* What the task requires:
Stop after the line containing "position:absolute; right:12px; bottom:12px;"; retype every line of the data before it exactly, starting from the first.

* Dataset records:

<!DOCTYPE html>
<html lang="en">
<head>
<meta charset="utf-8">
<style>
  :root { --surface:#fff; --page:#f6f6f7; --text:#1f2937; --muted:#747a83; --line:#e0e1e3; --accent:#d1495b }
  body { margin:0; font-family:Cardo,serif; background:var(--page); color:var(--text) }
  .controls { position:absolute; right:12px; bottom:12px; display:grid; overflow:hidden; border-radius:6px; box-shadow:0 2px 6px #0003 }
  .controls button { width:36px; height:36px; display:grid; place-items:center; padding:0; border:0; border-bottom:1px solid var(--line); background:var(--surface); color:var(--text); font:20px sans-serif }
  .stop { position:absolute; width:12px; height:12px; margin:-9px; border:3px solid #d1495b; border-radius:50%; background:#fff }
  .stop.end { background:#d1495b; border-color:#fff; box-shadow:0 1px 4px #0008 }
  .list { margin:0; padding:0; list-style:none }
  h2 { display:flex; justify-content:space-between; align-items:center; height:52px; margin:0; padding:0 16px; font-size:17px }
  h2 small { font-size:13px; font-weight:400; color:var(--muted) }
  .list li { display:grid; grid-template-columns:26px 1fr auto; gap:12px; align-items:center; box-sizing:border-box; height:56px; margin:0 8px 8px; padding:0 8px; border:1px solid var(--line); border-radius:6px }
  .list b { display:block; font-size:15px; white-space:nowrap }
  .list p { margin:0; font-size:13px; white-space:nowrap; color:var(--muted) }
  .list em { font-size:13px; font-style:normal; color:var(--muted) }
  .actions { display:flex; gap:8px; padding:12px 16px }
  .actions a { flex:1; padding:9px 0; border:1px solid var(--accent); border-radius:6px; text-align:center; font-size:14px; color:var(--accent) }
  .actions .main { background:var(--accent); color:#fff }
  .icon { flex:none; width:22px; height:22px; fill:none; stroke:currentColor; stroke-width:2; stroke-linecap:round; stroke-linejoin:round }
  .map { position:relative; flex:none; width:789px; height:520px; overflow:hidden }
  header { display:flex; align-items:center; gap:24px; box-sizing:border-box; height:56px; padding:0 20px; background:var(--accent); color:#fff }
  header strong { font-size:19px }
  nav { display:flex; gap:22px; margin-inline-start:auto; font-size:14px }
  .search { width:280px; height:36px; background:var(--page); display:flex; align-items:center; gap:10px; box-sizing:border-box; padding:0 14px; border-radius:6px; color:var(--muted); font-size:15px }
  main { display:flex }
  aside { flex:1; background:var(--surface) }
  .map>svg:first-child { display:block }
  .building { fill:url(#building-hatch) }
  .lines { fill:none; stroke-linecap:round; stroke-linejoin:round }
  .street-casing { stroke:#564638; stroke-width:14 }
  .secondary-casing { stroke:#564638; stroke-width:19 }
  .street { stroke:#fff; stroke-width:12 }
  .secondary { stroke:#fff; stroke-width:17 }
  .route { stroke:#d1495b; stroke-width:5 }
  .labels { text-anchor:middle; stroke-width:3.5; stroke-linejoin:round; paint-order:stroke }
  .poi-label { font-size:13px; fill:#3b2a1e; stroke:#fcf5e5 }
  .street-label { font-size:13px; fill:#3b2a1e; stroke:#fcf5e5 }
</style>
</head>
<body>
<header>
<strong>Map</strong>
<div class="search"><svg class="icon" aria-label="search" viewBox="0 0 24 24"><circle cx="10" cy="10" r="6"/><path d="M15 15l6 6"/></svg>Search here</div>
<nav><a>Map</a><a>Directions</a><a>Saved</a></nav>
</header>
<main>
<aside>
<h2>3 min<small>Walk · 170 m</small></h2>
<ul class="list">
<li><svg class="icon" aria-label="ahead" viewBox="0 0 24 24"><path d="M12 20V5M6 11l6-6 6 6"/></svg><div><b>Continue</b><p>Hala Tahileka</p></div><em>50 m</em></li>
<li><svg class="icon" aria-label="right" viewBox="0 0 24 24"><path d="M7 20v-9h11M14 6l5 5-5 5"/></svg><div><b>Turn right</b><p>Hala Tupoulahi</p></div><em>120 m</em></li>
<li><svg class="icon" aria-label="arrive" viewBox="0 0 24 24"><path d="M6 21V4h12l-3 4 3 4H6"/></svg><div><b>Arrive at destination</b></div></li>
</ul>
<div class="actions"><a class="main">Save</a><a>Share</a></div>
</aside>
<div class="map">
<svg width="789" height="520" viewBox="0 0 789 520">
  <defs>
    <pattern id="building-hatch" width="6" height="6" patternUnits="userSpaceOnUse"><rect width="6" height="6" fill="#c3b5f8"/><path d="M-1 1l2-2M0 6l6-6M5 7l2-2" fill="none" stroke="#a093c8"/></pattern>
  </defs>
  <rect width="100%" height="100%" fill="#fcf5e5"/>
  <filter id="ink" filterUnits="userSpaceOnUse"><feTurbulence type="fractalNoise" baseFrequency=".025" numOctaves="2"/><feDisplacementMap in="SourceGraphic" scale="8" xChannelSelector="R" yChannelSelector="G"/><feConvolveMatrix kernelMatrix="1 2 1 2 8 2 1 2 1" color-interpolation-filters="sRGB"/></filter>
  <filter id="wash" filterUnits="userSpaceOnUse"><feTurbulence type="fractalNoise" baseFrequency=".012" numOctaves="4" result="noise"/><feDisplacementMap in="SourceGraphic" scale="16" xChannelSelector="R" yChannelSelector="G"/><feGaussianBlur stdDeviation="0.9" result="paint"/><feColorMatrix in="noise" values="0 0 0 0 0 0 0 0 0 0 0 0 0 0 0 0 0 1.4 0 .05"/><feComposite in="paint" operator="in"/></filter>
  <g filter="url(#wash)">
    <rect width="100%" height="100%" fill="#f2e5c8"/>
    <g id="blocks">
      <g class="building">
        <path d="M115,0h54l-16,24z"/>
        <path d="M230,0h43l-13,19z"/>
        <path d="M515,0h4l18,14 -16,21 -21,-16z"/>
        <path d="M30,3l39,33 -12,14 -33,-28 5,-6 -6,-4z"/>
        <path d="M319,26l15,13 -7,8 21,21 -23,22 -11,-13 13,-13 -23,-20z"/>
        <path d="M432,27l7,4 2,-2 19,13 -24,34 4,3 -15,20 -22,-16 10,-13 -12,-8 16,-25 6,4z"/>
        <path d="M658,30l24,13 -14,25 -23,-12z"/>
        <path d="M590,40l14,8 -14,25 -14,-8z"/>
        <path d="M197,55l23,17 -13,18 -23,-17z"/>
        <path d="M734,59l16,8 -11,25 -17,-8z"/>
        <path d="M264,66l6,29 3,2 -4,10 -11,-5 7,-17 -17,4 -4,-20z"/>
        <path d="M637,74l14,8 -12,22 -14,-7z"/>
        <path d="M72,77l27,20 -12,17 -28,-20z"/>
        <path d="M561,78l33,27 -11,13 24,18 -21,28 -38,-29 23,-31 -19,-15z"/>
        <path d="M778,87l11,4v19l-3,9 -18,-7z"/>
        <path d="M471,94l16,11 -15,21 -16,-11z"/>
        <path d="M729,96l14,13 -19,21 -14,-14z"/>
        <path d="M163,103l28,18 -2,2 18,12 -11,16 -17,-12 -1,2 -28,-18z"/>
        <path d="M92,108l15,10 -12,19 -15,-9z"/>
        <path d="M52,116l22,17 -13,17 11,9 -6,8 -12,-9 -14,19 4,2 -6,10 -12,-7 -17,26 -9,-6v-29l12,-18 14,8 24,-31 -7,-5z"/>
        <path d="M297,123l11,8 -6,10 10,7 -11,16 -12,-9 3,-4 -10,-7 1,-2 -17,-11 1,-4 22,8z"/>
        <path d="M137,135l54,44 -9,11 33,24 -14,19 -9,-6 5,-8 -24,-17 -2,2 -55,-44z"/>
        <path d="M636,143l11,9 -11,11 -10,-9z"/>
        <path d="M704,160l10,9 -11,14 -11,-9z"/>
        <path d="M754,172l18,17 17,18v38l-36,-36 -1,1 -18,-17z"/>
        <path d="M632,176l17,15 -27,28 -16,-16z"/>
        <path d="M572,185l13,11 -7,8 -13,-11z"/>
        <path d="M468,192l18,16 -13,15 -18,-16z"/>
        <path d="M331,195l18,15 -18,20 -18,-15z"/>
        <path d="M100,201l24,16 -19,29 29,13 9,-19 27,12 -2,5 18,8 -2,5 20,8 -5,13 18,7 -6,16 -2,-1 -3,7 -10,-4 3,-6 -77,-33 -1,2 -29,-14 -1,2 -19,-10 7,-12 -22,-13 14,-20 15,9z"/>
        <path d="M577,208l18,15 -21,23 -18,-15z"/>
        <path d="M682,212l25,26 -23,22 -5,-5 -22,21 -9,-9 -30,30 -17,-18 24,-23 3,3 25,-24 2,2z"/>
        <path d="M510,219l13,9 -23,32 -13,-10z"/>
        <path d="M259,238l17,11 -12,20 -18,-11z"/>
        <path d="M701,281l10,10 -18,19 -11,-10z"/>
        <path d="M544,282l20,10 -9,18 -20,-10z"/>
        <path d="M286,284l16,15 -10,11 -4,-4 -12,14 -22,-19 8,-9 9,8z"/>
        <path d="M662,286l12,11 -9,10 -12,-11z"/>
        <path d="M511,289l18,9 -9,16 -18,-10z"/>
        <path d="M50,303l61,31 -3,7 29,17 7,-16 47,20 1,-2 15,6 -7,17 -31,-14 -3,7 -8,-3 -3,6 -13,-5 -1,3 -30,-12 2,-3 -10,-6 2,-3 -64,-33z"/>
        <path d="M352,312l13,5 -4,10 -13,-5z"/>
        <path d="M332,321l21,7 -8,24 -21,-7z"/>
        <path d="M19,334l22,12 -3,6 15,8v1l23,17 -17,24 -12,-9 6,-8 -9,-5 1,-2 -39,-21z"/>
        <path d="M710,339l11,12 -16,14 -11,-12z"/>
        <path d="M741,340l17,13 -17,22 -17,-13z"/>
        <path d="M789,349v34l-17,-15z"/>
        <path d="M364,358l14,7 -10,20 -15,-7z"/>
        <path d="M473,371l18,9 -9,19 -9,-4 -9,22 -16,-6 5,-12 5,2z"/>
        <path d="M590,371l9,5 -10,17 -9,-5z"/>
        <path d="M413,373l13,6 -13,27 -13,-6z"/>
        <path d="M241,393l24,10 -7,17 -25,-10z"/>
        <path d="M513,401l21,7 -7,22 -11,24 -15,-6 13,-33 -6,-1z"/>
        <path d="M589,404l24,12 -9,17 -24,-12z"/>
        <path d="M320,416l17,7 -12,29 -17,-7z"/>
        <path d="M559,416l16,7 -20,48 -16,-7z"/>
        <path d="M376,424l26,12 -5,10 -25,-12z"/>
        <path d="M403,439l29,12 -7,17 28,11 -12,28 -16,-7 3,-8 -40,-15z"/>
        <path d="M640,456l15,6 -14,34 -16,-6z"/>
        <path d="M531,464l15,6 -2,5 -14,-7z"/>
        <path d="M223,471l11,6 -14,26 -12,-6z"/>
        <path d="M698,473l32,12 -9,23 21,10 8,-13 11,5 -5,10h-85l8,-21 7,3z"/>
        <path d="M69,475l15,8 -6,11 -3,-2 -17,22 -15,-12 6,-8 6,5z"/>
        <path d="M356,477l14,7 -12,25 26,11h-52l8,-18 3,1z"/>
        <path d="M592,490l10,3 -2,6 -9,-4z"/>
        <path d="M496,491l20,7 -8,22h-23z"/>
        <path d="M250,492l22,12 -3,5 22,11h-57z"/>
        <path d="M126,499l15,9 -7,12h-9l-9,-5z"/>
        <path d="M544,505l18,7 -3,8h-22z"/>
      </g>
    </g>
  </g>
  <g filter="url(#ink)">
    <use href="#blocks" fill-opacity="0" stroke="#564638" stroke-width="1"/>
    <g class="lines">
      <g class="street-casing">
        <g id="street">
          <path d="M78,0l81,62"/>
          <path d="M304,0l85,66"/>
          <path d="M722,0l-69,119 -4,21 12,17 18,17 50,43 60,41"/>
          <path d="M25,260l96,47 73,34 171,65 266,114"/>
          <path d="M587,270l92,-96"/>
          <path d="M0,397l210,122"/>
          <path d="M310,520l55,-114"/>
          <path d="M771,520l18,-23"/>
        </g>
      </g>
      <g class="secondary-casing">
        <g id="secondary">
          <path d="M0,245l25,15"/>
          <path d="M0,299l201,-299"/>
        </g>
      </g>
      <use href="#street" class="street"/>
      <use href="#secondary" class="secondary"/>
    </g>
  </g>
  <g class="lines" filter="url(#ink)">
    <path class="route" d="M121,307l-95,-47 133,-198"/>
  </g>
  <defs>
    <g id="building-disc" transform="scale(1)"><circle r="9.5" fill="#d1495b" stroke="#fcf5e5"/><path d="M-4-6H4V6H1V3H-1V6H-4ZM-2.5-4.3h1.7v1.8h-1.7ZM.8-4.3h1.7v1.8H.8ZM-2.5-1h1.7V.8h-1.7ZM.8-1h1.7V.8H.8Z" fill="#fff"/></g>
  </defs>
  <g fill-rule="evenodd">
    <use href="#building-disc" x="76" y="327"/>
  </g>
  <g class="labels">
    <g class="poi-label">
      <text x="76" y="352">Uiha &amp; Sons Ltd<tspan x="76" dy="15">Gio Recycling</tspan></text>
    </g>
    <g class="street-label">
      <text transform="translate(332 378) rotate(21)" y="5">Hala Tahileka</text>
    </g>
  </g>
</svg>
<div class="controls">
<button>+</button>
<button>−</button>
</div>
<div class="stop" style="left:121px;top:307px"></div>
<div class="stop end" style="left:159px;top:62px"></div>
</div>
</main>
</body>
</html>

* Reply to the task:
<!DOCTYPE html>
<html lang="en">
<head>
<meta charset="utf-8">
<style>
  :root { --surface:#fff; --page:#f6f6f7; --text:#1f2937; --muted:#747a83; --line:#e0e1e3; --accent:#d1495b }
  body { margin:0; font-family:Cardo,serif; background:var(--page); color:var(--text) }
  .controls { position:absolute; right:12px; bottom:12px; display:grid; overflow:hidden; border-radius:6px; box-shadow:0 2px 6px #0003 }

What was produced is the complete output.